Problem requirements ::
Among the entries below, find each line holding "note" and return it.

Provided information ::
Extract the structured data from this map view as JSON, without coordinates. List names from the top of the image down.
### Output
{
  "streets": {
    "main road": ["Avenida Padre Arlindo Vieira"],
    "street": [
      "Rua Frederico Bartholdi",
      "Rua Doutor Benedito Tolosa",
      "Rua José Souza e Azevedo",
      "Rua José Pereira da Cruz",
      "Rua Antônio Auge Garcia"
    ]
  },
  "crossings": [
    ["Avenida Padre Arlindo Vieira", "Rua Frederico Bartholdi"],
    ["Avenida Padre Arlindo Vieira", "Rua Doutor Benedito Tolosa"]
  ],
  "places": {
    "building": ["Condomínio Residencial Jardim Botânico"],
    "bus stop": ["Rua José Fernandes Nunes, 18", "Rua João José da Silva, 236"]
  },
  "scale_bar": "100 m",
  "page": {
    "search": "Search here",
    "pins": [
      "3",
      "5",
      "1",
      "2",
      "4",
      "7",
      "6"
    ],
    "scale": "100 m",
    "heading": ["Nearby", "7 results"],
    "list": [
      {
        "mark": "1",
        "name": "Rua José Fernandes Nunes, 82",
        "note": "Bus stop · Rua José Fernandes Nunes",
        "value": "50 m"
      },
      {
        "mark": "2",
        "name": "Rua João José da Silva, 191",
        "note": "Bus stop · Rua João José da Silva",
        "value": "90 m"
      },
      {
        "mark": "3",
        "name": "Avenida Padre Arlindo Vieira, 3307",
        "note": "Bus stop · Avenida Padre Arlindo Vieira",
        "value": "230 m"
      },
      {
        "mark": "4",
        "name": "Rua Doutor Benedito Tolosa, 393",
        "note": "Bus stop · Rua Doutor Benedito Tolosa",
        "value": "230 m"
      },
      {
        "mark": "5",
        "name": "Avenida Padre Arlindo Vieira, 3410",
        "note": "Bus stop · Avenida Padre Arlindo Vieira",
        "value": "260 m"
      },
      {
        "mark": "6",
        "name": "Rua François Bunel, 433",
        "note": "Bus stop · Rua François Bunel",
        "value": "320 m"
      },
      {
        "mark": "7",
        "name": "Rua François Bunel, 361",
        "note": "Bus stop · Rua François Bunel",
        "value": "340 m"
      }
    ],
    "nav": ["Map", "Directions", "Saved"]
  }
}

Reply to the exercise ::
        "note": "Bus stop · Rua José Fernandes Nunes",
        "note": "Bus stop · Rua João José da Silva",
        "note": "Bus stop · Avenida Padre Arlindo Vieira",
        "note": "Bus stop · Rua Doutor Benedito Tolosa",
        "note": "Bus stop · Avenida Padre Arlindo Vieira",
        "note": "Bus stop · Rua François Bunel",
        "note": "Bus stop · Rua François Bunel",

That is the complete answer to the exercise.